Nach Schätzungen Raffelhüschens wird sich die Anzahl der Pflegefälle bis zum Jahr 2050 auf 4,1 Millionen fast verdoppeln. Hinzu kommt eine Entwicklung, auf die die Krankenkasse Barmer GEK hingewiesen hat: Immer mehr Menschen leiden unter Demenz. 1,2 Millionen sind es bereits jetzt; in 20 Jahren könnte die Zahl auf 1,8 Millionen steigen. Deshalb rechnen Experten mit einer verstärkten Inanspruchnahme professioneller Heimpflege und ambulanter Pflegedienste. Umgekehrt wird die häusliche Pflege immer schwieriger, weil immer mehr Frauen berufstätig werden und Haushalts- und Familienstrukturen sich ändern. Schon heute sinkt der Anteil derjenigen, die zu Hause gepflegt werden: von 77 Prozent 1996 auf 68 Prozent im Jahr 2004 und knapp über 50 Prozent 2007.

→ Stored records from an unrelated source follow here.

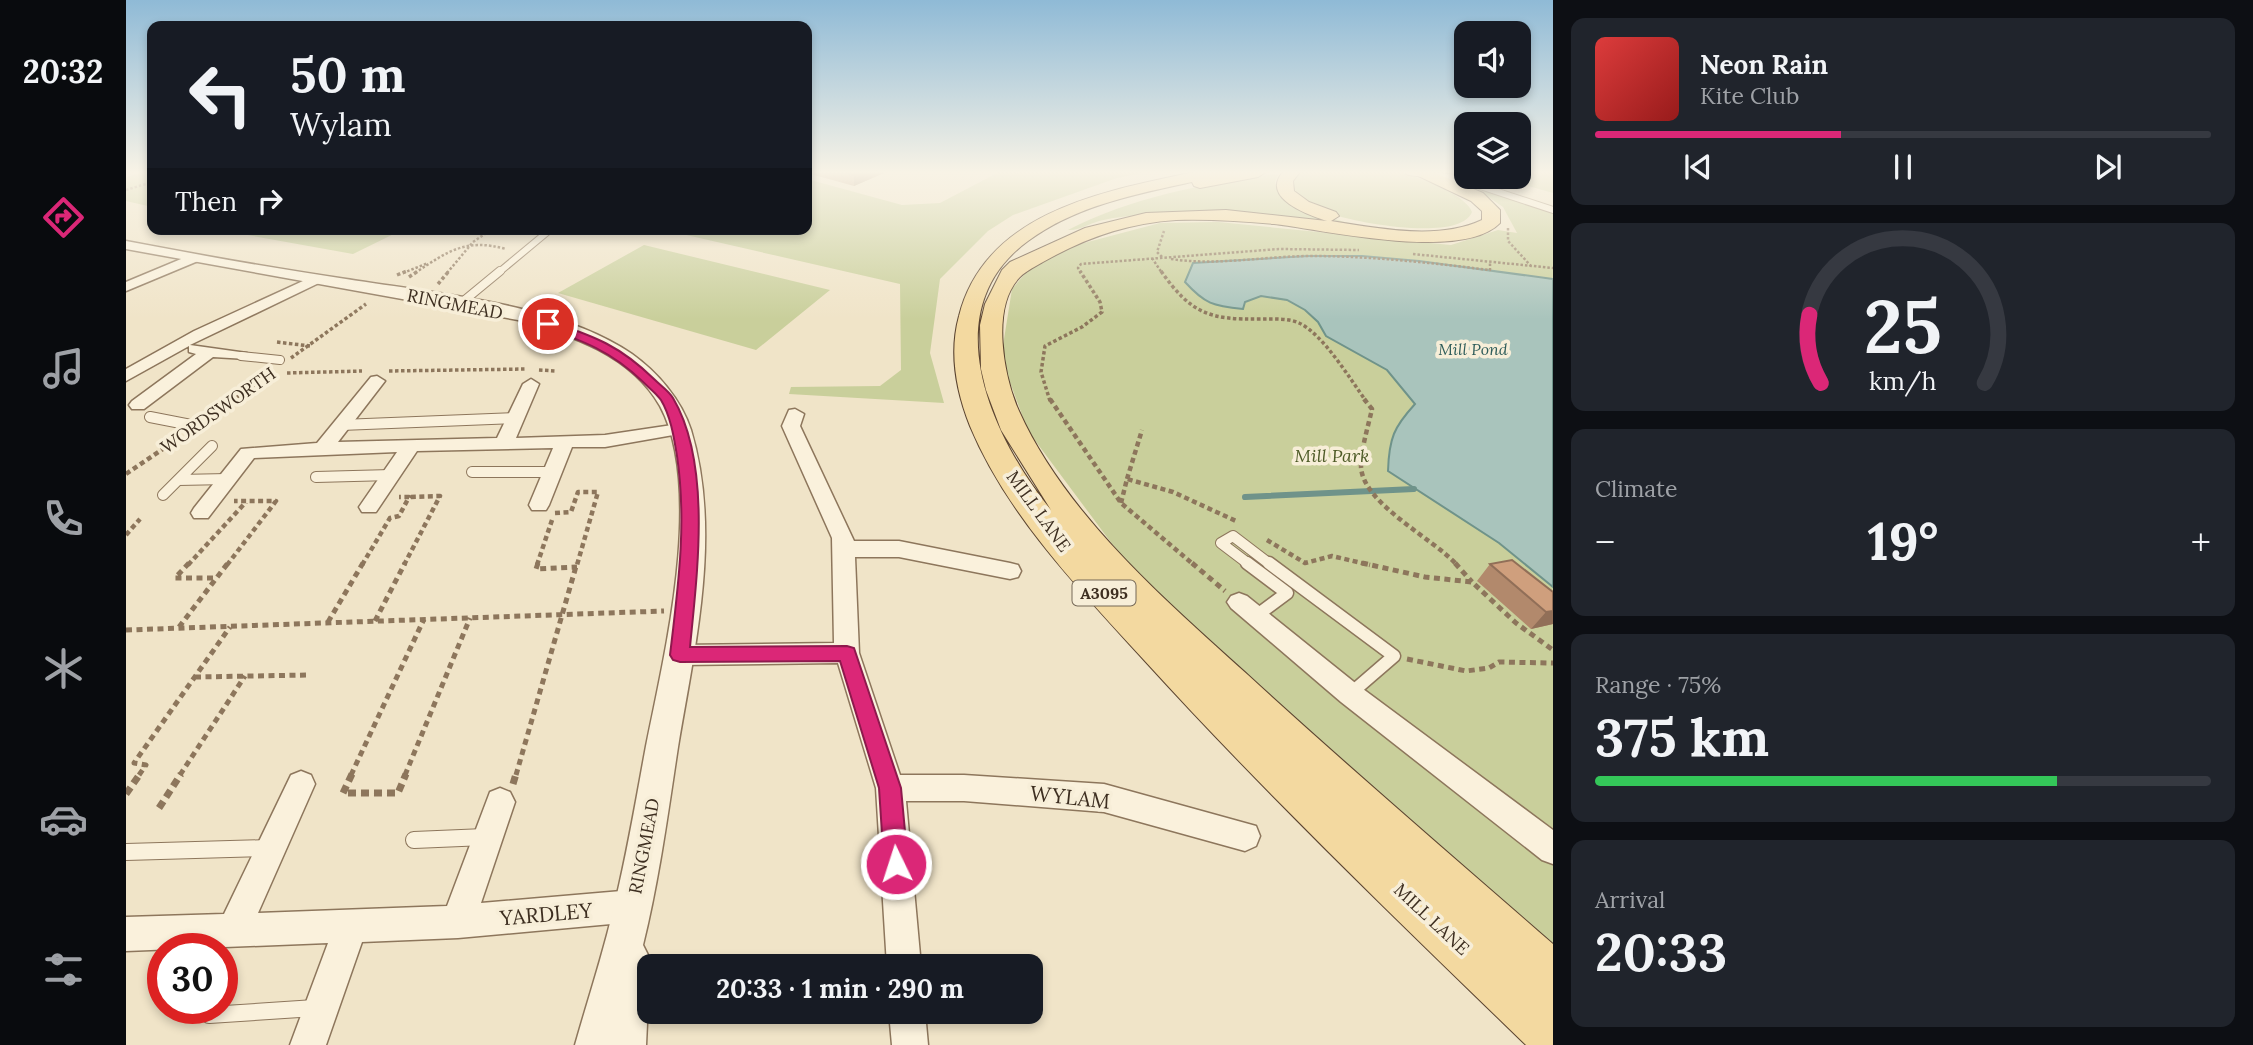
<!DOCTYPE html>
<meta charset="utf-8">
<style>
:root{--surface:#171b24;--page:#20242c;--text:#f1f3f6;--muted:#9ea1a6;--line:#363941;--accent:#db2777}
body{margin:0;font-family:Lora,serif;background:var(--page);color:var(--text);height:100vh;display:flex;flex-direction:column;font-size:26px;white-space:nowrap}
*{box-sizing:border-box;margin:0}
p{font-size:23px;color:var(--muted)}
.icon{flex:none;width:38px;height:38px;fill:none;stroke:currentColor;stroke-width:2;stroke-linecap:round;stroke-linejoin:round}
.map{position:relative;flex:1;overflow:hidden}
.panel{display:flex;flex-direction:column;gap:18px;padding:18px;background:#0d0f14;width:700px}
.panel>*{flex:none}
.banner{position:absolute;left:21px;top:21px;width:665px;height:214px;border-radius:14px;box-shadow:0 4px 10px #0003;background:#171b24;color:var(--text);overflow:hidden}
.controls{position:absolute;left:1328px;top:21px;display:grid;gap:14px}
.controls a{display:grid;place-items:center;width:77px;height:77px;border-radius:14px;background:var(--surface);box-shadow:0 4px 10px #0003;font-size:35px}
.speed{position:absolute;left:21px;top:933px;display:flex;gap:14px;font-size:35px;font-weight:700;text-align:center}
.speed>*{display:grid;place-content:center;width:91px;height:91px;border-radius:50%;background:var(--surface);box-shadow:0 4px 10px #0003;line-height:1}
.speed .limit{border:10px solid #d22;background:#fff;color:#111}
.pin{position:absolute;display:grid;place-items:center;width:60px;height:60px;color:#fff;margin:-30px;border:4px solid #fff;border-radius:50%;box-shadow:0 2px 7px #0007}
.me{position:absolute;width:77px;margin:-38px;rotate:356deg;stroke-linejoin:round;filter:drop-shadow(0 0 5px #0008)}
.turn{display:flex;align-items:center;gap:24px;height:147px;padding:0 28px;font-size:32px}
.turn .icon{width:91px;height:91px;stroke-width:2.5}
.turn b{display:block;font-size:49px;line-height:60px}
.then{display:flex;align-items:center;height:66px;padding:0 28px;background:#0003;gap:14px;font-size:26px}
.big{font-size:52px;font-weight:700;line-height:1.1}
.panel .tile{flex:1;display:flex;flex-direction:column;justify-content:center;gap:10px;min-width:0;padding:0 24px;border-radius:14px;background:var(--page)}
.panel .dial{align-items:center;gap:0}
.dial svg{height:182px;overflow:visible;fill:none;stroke:var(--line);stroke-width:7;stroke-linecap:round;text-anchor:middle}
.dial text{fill:var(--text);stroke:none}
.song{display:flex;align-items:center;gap:21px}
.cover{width:84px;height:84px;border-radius:10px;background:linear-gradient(135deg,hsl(0 70% 55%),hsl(0 70% 35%))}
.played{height:7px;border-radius:4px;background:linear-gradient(90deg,var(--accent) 40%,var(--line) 40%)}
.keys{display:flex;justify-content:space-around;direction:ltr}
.heat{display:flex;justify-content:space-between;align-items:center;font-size:38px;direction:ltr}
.charge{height:10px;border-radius:5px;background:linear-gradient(90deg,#34c759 75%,var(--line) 0)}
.trip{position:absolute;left:511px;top:954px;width:406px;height:70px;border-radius:14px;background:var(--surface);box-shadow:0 4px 10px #0003;font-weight:700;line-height:70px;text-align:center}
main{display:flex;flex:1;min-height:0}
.dock{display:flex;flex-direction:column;width:126px;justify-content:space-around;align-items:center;background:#090b0e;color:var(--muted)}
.dock .icon{width:49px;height:49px}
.dock .selected{color:var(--accent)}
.dock b{font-size:32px;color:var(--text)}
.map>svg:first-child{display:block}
</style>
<main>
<nav class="dock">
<b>20:32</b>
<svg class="icon selected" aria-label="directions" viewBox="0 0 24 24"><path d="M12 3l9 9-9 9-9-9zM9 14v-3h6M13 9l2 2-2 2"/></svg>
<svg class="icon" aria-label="music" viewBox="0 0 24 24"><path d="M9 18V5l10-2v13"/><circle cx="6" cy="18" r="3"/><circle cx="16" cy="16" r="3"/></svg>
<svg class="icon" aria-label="phone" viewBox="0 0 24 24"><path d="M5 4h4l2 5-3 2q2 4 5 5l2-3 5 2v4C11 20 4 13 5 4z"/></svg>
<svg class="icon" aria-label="climate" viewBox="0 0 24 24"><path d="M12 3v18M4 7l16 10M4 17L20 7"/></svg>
<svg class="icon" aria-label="car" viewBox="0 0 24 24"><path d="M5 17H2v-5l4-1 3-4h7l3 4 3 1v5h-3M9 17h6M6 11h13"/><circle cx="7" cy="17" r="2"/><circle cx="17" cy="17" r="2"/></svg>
<svg class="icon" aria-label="filters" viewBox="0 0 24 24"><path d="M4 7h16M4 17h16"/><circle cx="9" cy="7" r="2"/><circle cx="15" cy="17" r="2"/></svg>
</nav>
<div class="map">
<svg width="1427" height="1045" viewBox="0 0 1427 1045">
<rect width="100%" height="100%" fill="#f0e4c8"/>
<path fill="#c9cf9b" d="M17,172h9v35l-26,-6v-24z
M873,172h147l-32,7 -101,36 -25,16 -48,48 -10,74 14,50 -155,-9 2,-7 89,-1 21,-16 -1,-86 -240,-55h147v-50l95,26 38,-2z
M1176,172c31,0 64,-2 94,0 18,2 71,23 76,40 -12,30 -113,11 -137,3 -14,-5 -27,-13 -40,-19l-7,-15z
M1393,172h34v21l-56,-16h22z
M1148,174l4,1 -3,7c13,42 182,69 210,36l-1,-9 -22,-17 -41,-16c20,3 63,18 68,40 -14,33 -135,11 -165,7 -58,-7 -114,-14 -172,-9 -18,1 -36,3 -53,7 -10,3 -21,10 -31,9 65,-33 135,-46 206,-56z
M1348,187l79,23v742l-270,-239 -156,-149 -99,-133 -27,-73 11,-69 30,-35 118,-31 58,-1 233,23 47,-15 19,3 -14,-26z
M88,229h190l-51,25z
M518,245l186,45 -74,60 -198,-57z"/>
<path fill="#a9c4bc" stroke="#6f938a" stroke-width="2" d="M1182,256h54l57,5 134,18v308l-54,-44 -111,-72c1,-33 6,-44 27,-67l-28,-34 -61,-34 -8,-14 -13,-12 -18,-10 -26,-4 -16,6 -2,7c-30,-3 -38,-5 -58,-27l8,-19z"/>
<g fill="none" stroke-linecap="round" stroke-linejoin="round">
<path stroke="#6f938a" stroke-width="6" d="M1119,497l169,-8"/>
<defs>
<path id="service-far4" d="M1283,172l47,6 97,32
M372,273l53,-44"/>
<path id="service-far3" d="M334,304l40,-33
M115,356l39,4"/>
<path id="service-far2" d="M24,417l41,8
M215,425l174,-7
M346,472h81
M190,477l75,-2
M52,480l50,-1
M37,495l49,-49
M1124,565l-29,-22 12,-7 38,29"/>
<path id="service-far1" d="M1121,563l40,30 -31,23
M1143,563l125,93 -44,38"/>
<path id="service" d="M288,840l71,-3
M0,852l142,-4
M83,1015l106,-7"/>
<path id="minor" d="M67,254l7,4 -2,3 -72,30v-9z
M190,275l5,1v6l-131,63 57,8 2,3 -2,3 -34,-2 -69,52h-12l-3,-4 3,-4 64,-47 -7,-2v-6l-63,35v-12l68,-38z
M251,376l8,5 -47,61 159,-4 26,-54 8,-5 8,5 -23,54 89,-3 74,-11 9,5 -9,5 -74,13h-33l-23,58 -3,5h-14l-3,-5 24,-57 -136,3 -41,61h-14l-3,-5 38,-55 -143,6 -46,60h-14l-3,-5 3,-5 47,-59 76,-6 54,-66z
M669,409l9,5 -4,12 54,115h45l111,22 8,2 3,6 -3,6 -8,2 -111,-22h-44l4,96 41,122h64l140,9 152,42 4,10 -4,10 -11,5 -141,-39 -140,-11h-58l15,165h-34l-11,-178 -38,-125 -158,2 -9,-3 -3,-7 3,-7 9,-3 154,-2 -2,-105 -50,-112 7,-16z
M1113,593l8,3 112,90 194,144v34l-11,-4 -201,-158 -110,-94 -4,-6 4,-6z
M175,771l10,4 4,9 -57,129 189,-7 43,-114 10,-4 10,4 5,10 -34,101 152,-13 11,5 5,11 -5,11 -11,5 -175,16 -96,4 -36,103h-36l38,-102 -202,8v-34l98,-3 67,-139z
M763,1012h36l3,33h-36z"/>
<path id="tertiary" d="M0,241c73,14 146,27 220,38 87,14 212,24 286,75 25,18 49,45 59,76 31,103 4,215 -13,317 -10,66 -19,133 -35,198l7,14 -4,86h-71c13,-46 28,-91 39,-138 13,-53 22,-107 32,-161 18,-90 59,-256 14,-340 -29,-51 -89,-71 -142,-86l-392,-71z"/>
<path id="primary" d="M1068,172h72l-8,5 -58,11 -6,-2 -2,-4c-56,12 -117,24 -164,59 -96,70 -35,198 23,269l-50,-80 -15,-40 -5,-21 -1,-44 5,-21 17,-34 8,-8 75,-34 61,-15 80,-3 101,11c-19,-6 -67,-23 -44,-49h17l-7,9 1,10 15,11 27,10 3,4 -8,5c47,7 106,20 151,-1v-9l-11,-10 -61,-29h23l50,21 17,17v13c-38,39 -175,7 -226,1 -32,-3 -65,-5 -98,-4 -48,3 -91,18 -133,42 -7,4 -17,9 -23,15 -30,30 -16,100 -1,134 46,103 147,190 229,264 100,92 203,180 305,269v101h-27c-130,-126 -260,-251 -382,-385 -64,-70 -137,-145 -174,-234 -14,-35 -21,-74 -11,-110 26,-104 145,-125 235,-144z"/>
</defs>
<use href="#service-far4" stroke="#8d765c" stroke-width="8"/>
<use href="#service-far3" stroke="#8d765c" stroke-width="10"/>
<use href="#service-far2" stroke="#8d765c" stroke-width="12"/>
<use href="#service-far1" stroke="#8d765c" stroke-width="15"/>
<use href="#service" stroke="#8d765c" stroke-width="18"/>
<use href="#minor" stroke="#8d765c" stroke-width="3"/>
<use href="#tertiary" stroke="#8d765c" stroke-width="3"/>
<use href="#primary" stroke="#5b4430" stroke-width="2"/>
<path stroke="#8d765c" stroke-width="2.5" stroke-dasharray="2.5 2" stroke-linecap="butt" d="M0,190l26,-8
M1382,228v13l23,25
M1287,254l140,14
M1036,257l-5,-5 7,-21
M1026,258l10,15
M1045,259c47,7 93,-3 141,-3 59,0 119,7 178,14v-7
M277,273l25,-10
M289,273c33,-22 51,-35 91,-24
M321,273l26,-31 19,-13
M955,273l-3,-5 3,-4 198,-15 80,1"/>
<path stroke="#8d765c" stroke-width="3.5" stroke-dasharray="3.5 2.5" stroke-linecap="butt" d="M1035,271c30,43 49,49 100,48 13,0 27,-1 38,4 24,11 51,56 67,78
M271,275l10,-4
M283,277l9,-6
M312,284l11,-13
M151,342l33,4
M165,358l75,-54
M413,370l17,1
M263,371l138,-2
M161,373l75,-2
M106,401l38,-28
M924,401l-9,-29 4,-26 37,-19 20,-15 -2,-10 -20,-31"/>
<path stroke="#8d765c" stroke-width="4.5" stroke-dasharray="5 3.5" stroke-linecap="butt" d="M924,399l71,104 73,62
M1238,399l8,10c-4,18 -11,40 -11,58 2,37 73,72 96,98
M77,421l31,-22
M0,474l53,-36
M1001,479l15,-49
M995,503l6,-24 46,13 63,29
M429,513l16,-1 7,-20h20l-21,73
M0,535l14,-16
M1141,540l38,23 27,-7 38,9
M62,565l58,-63
M101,565l49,-64h-42
M236,565l28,-47 9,-2 10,-19h-10
M278,565l36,-69 -31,1
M411,565l16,-48"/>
<path stroke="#8d765c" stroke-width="5" stroke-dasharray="6 4.5" stroke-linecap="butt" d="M63,563l-14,15h41
M412,563l-2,6 41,-2
M1066,563l33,28
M1236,563l63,14 47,5 44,41 37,27
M1329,563l17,19
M249,621l30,-58
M202,622l35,-59
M53,627l49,-64
M0,630l538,-19
M1281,659l59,12 23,-3 10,-6 54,1
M69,677l114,-2
M13,775l7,-10 -12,-2 96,-136
M54,775l65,-99
M225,775l73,-156
M279,775l65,-157
M390,775l61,-212"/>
<path stroke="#8d765c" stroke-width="7" stroke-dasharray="8 5" stroke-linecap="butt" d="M226,774l-9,19h55l8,-19
M387,784l3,-10
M0,794l14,-20
M33,808l22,-34"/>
<use href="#service-far4" stroke="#faf1dc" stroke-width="6"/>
<use href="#service-far3" stroke="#faf1dc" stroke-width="8"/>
<use href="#service-far2" stroke="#faf1dc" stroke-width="10"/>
<use href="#service-far1" stroke="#faf1dc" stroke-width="12"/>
<use href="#service" stroke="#faf1dc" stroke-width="16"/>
<use href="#minor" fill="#faf1dc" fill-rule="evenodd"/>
<use href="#tertiary" fill="#faf1dc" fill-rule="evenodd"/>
<use href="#primary" fill="#f3d9a0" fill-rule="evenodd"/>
</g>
<path fill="#b2896c" d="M681,172h79l-32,14 -47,-13z
M1364,564l63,28v32l-22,5 -54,-48z"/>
<path fill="#916f58" d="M734,172h26l-32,14v-11z
M1427,611v13l-22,5 15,-17z"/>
<path fill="#cf9f7d" stroke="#916f58" stroke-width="2" d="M719,172h15l-6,3z
M1386,560l41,32v19l-7,1 -56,-48z"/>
<linearGradient id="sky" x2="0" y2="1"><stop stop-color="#8fbad6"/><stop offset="0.54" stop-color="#f8f3e6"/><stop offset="1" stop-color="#f8f3e6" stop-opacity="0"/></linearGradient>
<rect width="1427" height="319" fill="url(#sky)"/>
<path fill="#db2777" stroke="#8e194d" stroke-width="2" d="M418,322h8c44,15 68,24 102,57 6,6 15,12 19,19 39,66 24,176 17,249l157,-1 7,2 47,140 7,76 -4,8 -8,4 -8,-4 -4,-8 -5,-76 -39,-127 -160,1 -7,-2 -3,-5c8,-67 17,-132 7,-199 -3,-18 -6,-39 -16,-56 -5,-7 -13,-13 -19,-19 -31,-30 -59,-40 -98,-54z"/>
<g text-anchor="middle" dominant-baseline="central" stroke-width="7" stroke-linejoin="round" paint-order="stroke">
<g font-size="16" font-style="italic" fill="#2f5d5a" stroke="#f7eed8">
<text x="1347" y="349">Mill Pond</text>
</g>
<rect fill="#f7eed8" stroke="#756857" stroke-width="2" x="946.5" y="580.5" width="63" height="25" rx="5"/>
<g font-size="16" font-weight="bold" fill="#3d2e20">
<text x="978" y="593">A3095</text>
</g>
<g font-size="18" fill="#3d2e20" stroke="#f7eed8">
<text transform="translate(329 304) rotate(11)">RINGMEAD</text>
<text transform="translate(92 410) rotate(-35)">WORDSWORTH</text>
<text transform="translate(913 511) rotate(54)">MILL LANE</text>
<text transform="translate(518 846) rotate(-79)">RINGMEAD</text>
<text transform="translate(1306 919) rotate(43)">MILL LANE</text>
</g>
<g font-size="18" font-style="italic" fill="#4d5a26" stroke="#f7eed8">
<text x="1206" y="455">Mill Park</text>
</g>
<g font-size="21" fill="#3d2e20" stroke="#f7eed8">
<text transform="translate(944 797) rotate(6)">WYLAM</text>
<text transform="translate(420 914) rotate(-5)">YARDLEY</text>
</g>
</g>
</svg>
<div class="controls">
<a><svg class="icon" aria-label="sound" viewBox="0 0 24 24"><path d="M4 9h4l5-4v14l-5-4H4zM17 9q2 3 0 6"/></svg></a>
<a><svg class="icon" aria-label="layers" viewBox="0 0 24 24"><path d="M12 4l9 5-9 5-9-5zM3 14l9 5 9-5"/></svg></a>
</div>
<div class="speed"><div class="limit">30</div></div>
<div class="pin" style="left:422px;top:324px;background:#d93025"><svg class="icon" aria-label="arrive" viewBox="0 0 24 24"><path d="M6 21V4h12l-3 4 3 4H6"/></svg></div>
<svg class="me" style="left:770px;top:864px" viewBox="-20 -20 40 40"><circle r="17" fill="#db2777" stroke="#fff" stroke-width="3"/><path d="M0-11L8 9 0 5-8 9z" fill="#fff"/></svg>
<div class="trip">20:33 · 1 min · 290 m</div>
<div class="banner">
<div class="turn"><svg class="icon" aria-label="left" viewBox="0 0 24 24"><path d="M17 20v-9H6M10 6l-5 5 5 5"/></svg><div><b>50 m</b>Wylam</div></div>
<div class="then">Then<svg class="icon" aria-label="right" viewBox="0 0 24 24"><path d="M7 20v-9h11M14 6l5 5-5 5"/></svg></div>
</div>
</div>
<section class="panel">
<div class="tile">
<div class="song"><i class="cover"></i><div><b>Neon Rain</b><p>Kite Club</p></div></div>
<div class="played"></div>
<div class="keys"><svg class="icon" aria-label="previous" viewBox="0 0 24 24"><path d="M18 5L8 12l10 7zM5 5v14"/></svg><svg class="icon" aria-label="pause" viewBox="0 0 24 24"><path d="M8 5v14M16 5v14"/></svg><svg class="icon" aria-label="next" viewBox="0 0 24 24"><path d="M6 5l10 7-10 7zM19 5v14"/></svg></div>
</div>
<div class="tile dial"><svg viewBox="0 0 100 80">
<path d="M14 69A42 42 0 1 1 86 69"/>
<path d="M14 69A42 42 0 0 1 9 39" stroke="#db2777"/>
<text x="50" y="56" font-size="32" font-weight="700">25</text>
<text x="50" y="72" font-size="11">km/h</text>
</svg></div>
<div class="tile"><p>Climate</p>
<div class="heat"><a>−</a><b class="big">19°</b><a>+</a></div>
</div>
<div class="tile"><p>Range · 75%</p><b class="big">375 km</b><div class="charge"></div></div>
<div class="tile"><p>Arrival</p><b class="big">20:33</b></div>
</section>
</main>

Pflege ist damit ein Wachstumsmarkt - aber ein schwieriger. Denn das Berufsbild wirkt bislang wenig attraktiv. Rückenbeschwerden, Stress, Burnout sowie Frust über fehlende Aufstiegschancen und geringe Entscheidungsspielräume: Die Berufsgenossenschaft für Gesundheitsdienst und Wohlfahrtspflege (BGW) sieht deutliche Alarmzeichen. Die Pflegekräfte seien häufiger gesundheitlich angeschlagen als andere Beschäftigte, betont sie. Gedanken an einen Berufsausstieg lägen da oft nicht fern.



Kein Wunder, dass die Debatte über die Zukunft der Pflege heftig geführt wird. Für den Paritätischen Wohlfahrtsverband ist deshalb

klar: Es führt kein Weg daran vorbei, mehr Geld ins System zu bringen. "Die Gesellschaft muss sich entscheiden, was gute Pflege ihr wert ist", sagt der Verbandsvorsitzende Eberhard Jüttner. Bundesfamilienministerin Kristina Schröder (CDU) und der Deutsche Pflegerat haben eine Reform der Ausbildung im Pflegebereich vorgeschlagen. Alten- und Krankenpflege sollen in einer dreijährigen Ausbildung mit einem einheitlichen Berufsabschluss zusammengefasst und attraktiver werden. Bayern will als erstes Bundesland eine Pflegekammer einführen. Damit sollen die Pflegekräfte den Berufsvertretungen von Apothekern und Ärzten gleichgestellt werden.